Using data from N.M. Bureau of Geology & Mineral Resources, U.S. EPA, Bureau of Land Management, State Mine Inspector, Mining & Minerals, and other state, tribal and federal agencies, Brancard said they came up with what he believes is "a pretty good list" of mines that had been in the production of uranium.
"We came up with about 260 mines," he said. "You'll hear a larger number from some other agencies. There are probably two reasons for that: One, we probably did a lot of lumping where some people might be splitting. In other words, if there was a company that had several openings in one section, they may have given them different names, but effectively, they were operated as one mine and we called it one mine.
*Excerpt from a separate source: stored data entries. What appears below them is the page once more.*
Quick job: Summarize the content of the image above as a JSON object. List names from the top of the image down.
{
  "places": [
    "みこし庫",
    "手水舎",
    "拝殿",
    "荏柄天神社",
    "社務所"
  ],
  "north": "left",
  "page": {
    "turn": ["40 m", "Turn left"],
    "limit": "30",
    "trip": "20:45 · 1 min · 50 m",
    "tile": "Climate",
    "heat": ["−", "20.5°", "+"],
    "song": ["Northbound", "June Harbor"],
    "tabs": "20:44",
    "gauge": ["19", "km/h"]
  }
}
"But probably the biggest difference - what we didn't cover - were non-producing openings, and there are, in our estimate, over 400 that we know of, openings or facilities out there where there is disturbance but there is no production associated with it. These can be, in some instances, such as health and safety, a significant problem if there's a shaft that has not been closed," he said.
"In the final analysis, higher than 50 percent of the sites out there have no regulatory authority that has required reclamation," he said. The next step for his division is to try to get out in the field, visit the sites and verify their status, then figure out how to get the work done.
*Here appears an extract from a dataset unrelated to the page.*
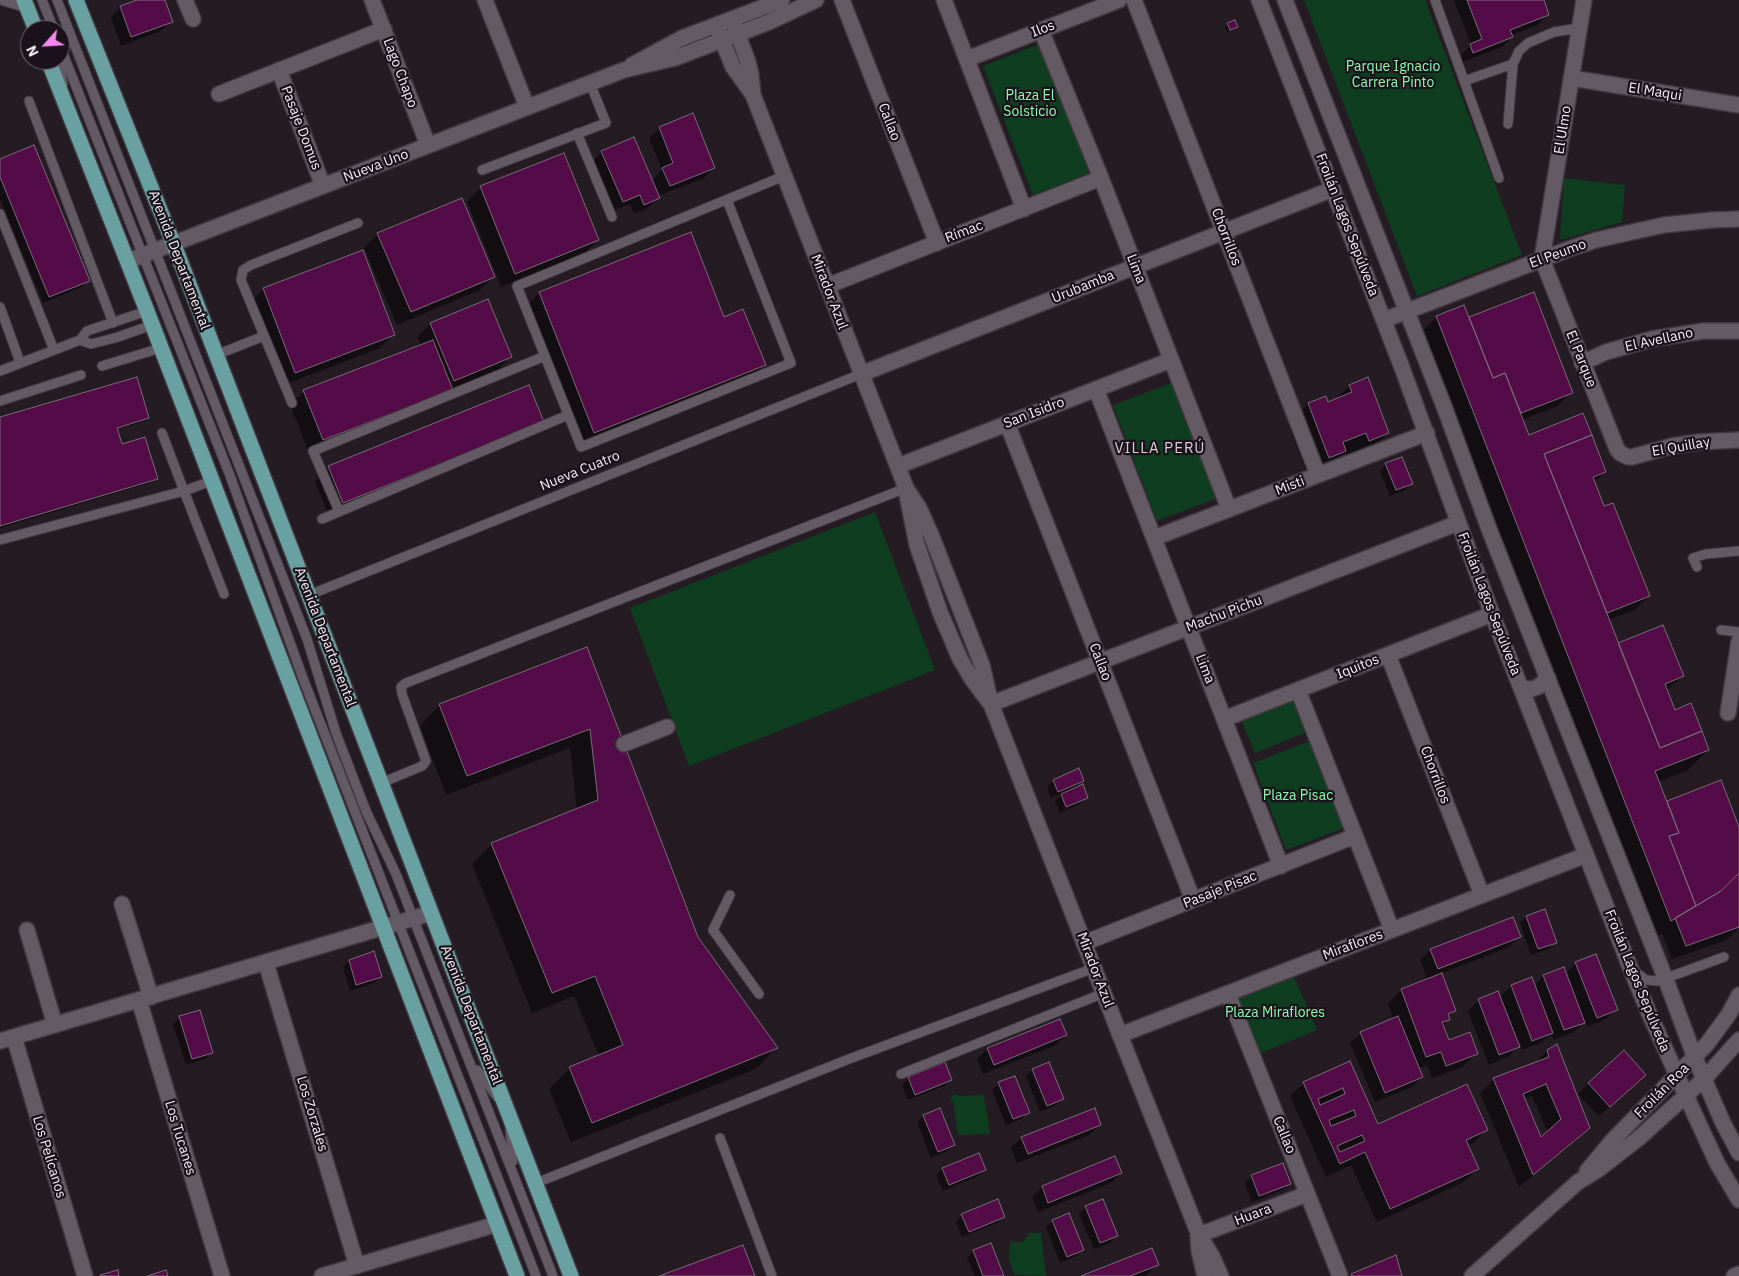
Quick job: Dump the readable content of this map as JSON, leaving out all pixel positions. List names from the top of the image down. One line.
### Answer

Etsitty said, "We can only speculate about the costs to clean up our land. We can only speculate on the cost of human toll. We agree that there may never be sufficient resources to undo the damages caused by past uranium mining and milling.
"Nevertheless, we cannot allow renewed interest in uranium development to overshadow our joint responsibilities to do things better, and to restore the land, the air and the water, and to do everything possible to protect our citizens now and for generations to come."